> **ABOUT THIS EXERCISE**
Each line of the data below that contains "background" must be copied.

> **SUPPLIED MATERIAL**
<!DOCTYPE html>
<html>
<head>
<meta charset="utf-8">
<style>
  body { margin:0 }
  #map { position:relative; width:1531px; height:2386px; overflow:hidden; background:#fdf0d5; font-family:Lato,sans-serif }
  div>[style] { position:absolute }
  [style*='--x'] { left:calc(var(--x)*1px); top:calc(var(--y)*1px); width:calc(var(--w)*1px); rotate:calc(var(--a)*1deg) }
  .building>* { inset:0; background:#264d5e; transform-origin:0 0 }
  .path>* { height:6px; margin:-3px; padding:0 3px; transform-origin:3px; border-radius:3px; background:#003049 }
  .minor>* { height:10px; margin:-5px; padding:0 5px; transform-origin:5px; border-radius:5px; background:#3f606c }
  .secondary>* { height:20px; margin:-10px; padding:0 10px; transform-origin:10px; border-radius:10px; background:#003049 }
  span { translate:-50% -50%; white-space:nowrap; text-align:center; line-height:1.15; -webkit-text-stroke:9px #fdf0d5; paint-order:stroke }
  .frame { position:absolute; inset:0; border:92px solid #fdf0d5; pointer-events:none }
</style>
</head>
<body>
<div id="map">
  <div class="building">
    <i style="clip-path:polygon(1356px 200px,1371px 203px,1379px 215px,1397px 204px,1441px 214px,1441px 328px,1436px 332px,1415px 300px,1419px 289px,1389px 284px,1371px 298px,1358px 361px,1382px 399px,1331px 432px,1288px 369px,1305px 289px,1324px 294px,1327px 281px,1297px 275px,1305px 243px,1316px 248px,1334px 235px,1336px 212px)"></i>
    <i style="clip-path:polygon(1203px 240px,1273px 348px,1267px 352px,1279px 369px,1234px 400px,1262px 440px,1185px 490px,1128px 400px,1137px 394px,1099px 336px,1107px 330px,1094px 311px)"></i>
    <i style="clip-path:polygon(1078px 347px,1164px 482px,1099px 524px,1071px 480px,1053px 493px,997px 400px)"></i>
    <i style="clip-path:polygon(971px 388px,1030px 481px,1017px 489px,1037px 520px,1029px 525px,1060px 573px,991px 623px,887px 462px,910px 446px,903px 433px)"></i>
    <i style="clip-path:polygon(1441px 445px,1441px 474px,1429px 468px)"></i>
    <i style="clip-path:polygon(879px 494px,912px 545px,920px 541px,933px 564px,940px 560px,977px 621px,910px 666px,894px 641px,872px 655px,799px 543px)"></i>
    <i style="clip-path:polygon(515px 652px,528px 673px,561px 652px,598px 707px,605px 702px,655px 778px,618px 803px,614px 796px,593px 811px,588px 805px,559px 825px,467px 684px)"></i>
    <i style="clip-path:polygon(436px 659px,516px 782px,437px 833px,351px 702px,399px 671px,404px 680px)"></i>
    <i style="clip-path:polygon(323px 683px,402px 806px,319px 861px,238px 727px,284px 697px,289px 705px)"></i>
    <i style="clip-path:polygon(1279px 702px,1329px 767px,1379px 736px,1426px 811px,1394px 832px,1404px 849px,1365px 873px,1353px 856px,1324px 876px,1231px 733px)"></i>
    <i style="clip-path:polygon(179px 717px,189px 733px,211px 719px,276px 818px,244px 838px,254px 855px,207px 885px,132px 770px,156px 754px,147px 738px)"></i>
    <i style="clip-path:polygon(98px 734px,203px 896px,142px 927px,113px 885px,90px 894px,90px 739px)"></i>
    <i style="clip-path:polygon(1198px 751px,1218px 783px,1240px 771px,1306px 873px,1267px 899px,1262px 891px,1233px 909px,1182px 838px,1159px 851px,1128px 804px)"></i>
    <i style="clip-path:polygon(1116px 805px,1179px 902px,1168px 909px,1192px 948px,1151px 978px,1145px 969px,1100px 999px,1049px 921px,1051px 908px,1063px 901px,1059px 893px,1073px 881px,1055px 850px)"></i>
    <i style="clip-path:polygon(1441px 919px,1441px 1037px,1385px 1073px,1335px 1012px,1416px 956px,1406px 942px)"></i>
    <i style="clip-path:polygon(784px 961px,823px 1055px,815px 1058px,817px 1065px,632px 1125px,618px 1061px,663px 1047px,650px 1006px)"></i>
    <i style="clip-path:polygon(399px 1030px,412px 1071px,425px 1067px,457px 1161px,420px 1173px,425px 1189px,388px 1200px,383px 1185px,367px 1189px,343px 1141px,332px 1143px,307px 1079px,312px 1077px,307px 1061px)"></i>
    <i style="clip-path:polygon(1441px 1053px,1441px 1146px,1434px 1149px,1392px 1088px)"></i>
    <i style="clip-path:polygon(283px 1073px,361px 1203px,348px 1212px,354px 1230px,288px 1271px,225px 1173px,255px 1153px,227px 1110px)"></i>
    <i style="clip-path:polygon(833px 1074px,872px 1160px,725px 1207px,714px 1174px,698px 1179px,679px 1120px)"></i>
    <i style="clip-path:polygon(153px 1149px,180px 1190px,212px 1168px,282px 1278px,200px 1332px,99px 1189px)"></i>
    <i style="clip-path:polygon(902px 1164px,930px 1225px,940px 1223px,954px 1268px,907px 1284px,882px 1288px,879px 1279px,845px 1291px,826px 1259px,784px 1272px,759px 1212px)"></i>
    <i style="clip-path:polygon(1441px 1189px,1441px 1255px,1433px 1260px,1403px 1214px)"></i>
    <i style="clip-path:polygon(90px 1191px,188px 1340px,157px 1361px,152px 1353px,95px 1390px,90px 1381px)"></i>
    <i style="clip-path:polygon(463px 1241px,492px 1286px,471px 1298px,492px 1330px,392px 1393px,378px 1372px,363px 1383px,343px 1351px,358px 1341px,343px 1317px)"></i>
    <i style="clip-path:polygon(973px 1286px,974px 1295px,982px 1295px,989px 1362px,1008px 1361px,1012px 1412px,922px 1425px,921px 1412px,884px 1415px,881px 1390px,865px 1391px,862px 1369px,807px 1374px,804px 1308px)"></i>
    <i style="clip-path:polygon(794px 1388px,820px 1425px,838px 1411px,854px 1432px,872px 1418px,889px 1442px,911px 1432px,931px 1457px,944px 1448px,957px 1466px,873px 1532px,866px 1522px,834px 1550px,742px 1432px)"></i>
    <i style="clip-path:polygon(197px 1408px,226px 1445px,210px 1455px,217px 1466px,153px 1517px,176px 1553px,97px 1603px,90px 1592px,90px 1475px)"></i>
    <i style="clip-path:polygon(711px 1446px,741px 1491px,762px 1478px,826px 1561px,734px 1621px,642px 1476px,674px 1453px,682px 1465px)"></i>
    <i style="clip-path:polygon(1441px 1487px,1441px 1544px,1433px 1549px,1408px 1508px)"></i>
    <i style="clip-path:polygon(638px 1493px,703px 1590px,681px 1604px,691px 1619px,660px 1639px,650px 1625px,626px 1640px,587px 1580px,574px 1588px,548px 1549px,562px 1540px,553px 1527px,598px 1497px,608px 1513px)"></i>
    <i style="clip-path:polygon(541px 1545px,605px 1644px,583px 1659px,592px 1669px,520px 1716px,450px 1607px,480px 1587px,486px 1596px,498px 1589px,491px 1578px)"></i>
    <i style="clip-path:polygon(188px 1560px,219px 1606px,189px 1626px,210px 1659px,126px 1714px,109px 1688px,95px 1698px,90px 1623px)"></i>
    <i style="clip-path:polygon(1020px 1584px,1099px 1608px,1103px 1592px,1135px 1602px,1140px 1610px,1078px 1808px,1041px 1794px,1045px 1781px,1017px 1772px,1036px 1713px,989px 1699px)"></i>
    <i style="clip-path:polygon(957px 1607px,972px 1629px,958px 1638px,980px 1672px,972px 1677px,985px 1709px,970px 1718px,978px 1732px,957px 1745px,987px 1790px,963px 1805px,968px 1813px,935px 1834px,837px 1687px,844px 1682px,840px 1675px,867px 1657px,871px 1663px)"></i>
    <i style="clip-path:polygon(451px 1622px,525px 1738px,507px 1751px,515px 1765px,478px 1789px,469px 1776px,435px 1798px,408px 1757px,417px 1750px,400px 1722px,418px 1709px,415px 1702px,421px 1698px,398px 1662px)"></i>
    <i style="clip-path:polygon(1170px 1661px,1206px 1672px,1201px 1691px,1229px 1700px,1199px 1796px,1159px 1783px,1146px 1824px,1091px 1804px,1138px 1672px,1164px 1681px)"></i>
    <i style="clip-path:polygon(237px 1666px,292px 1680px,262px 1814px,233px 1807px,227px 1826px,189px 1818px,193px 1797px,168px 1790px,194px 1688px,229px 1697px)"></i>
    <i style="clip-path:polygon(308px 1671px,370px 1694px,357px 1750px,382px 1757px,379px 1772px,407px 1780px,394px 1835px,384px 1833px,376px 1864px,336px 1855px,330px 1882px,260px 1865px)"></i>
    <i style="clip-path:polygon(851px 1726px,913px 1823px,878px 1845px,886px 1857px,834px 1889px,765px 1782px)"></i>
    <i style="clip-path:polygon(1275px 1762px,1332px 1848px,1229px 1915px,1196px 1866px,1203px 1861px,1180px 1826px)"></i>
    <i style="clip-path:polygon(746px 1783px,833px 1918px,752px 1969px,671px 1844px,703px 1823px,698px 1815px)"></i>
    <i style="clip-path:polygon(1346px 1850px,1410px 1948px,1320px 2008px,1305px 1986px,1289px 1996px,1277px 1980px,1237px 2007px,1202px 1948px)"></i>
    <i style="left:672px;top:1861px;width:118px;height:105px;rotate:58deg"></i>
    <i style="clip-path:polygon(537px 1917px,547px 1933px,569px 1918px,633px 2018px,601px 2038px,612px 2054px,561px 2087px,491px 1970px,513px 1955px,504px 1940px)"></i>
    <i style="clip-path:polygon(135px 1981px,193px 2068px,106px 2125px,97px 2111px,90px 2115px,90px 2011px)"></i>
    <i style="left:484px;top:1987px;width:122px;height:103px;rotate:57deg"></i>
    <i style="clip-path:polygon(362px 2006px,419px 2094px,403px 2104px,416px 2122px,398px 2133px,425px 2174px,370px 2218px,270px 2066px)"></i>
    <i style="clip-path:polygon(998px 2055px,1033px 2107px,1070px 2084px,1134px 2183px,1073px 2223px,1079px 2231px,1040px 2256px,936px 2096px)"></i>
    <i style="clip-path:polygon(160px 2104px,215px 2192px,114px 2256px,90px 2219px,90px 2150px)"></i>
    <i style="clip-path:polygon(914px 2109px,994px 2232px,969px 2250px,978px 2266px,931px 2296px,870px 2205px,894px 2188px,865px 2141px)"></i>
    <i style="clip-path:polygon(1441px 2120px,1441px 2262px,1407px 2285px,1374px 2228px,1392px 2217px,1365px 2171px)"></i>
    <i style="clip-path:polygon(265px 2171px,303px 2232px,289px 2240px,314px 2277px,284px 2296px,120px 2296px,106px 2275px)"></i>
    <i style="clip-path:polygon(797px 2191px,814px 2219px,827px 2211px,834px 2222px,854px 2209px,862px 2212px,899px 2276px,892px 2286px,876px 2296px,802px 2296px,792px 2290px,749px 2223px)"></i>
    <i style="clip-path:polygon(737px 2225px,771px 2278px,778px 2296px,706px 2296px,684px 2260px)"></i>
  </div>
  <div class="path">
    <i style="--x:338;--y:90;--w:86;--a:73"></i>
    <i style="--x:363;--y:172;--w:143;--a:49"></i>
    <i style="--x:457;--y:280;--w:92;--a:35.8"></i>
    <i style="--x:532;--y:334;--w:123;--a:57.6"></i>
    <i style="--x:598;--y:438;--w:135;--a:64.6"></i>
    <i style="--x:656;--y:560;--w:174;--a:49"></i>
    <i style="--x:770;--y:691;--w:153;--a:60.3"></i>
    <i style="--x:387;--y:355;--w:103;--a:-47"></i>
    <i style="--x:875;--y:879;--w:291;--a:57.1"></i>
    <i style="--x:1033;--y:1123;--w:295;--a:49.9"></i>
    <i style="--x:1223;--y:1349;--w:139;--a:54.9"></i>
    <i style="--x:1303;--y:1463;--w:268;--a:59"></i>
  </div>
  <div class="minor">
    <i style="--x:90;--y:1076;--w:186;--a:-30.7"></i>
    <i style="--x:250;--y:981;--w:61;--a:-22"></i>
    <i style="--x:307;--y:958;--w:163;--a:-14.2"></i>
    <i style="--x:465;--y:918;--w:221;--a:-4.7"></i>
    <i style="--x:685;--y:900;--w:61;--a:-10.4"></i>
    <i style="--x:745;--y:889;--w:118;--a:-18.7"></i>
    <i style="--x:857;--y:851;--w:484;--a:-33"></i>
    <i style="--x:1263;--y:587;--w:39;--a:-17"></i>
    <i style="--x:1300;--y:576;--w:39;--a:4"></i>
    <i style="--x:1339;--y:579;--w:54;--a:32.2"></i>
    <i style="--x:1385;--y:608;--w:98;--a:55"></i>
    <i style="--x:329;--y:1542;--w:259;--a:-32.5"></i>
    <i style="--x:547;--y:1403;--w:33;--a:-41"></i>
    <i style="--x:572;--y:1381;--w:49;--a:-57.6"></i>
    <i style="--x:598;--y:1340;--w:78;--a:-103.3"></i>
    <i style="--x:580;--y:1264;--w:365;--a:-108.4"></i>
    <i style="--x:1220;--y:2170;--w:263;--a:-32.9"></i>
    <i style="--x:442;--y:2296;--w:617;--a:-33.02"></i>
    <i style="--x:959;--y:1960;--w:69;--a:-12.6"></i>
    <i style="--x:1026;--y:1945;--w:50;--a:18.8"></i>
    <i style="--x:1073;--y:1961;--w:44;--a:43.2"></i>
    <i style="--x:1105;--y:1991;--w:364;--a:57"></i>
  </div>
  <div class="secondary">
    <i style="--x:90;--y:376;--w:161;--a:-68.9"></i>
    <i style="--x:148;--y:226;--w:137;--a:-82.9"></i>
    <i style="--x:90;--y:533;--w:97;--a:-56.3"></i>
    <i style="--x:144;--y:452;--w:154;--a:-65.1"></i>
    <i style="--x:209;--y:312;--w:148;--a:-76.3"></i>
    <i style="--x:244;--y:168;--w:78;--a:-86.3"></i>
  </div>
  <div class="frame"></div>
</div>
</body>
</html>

> **SOLUTION**
  #map { position:relative; width:1531px; height:2386px; overflow:hidden; background:#fdf0d5; font-family:Lato,sans-serif }
  .building>* { inset:0; background:#264d5e; transform-origin:0 0 }
  .path>* { height:6px; margin:-3px; padding:0 3px; transform-origin:3px; border-radius:3px; background:#003049 }
  .minor>* { height:10px; margin:-5px; padding:0 5px; transform-origin:5px; border-radius:5px; background:#3f606c }
  .secondary>* { height:20px; margin:-10px; padding:0 10px; transform-origin:10px; border-radius:10px; background:#003049 }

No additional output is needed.